Classic physiological catabolic states include fasting/starvation (decreased energy intake) and exercise (increased energy expenditure). Diabetes mellitus is an example of a pathological catabolic state (failure of insulin signalling).
If the terms are applied to individual metabolic pathways, or even individual steps, confusion can arise. For example glycolysis may be thought of as ‘catabolic’ in exercising muscle, breaking down glucose to provide energy for contraction (net energy mobilisation), but ‘anabolic’ in liver in the well-fed postprandial state, when absorbed glucose is converted to pyruvate, but the resulting acetyl-CoA undergoes lipogenesis to fat for energy storage.
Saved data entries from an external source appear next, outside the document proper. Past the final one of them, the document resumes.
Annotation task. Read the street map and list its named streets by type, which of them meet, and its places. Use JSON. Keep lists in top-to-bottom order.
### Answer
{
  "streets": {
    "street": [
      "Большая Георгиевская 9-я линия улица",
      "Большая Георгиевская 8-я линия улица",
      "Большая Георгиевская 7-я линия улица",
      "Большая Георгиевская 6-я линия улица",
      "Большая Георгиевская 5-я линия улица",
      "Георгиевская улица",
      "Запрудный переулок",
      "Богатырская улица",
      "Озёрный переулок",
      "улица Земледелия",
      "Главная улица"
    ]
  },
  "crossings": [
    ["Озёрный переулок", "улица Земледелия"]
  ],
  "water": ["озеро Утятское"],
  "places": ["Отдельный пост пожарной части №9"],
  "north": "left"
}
When analysing metabolism it is important to consider the whole body (anabolic? catabolic?) as well as individual tissues, as these all have specialised metabolic profiles and functions (see Chapter 5).
The body is subject to many catabolic signals (e.g. ‘stress hormones,’ catecholamines, glucocorticoids, glucagon etc., but one major anabolic signal – insulin. Insulin inhibits catabolism, and therefore when it declines, unopposed catabolism results. This is one rea- son why insulin is such a crucial signal, and diabetes such an important disease.
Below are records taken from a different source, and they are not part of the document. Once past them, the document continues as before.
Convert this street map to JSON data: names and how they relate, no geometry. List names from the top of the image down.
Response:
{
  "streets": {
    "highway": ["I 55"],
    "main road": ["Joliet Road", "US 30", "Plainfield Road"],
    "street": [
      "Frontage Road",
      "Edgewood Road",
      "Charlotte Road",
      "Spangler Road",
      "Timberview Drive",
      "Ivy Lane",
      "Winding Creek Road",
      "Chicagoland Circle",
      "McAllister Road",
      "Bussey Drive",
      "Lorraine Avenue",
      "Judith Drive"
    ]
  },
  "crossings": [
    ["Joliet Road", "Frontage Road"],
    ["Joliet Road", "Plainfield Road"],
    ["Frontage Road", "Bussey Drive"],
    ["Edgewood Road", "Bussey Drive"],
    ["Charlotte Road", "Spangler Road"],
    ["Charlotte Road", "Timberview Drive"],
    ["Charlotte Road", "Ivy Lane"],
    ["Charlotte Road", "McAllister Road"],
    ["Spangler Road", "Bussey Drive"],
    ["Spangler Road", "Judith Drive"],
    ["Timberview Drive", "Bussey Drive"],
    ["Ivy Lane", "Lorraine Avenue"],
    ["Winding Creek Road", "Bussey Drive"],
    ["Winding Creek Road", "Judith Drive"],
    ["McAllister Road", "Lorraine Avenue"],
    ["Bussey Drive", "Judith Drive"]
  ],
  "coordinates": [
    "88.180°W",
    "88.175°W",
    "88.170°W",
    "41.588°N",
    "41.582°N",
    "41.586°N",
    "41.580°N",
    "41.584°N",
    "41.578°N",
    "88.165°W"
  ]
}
The rate of energy production is measured under basal conditions (no voluntary muscle contraction; thermoneutrality) – ‘basal metabolic rate’ (BMR), and is affected by many factors, including muscle contraction, food ingestion, size, gender, age, temperature, sepsis, and several hormones, including thyroid hormones and catecholamines. The metabolic rate can be estimated by measuring the oxygen consumption (VO2; indirect calorimetry). For carbohydrate metabolism the rate of CO2 production (VCO2) equals VO2 (C6H12O6 + 6O2 → 6CO2 + 6H2O) and the ratio VCO2/VO2, termed the respiratory quotient (RQ), is 6/6 = 1. For lipid oxidation, however, this is not true (e.g. tripalmitin: 2C51H98O6 + 145O2 → 102CO2 + 98H2O; RQ = 102/145 = 0.70) and measurement of RQ can provide useful information on substrate selection and utilisation. This will be discussed further in Chapter 11 (Box 11.2).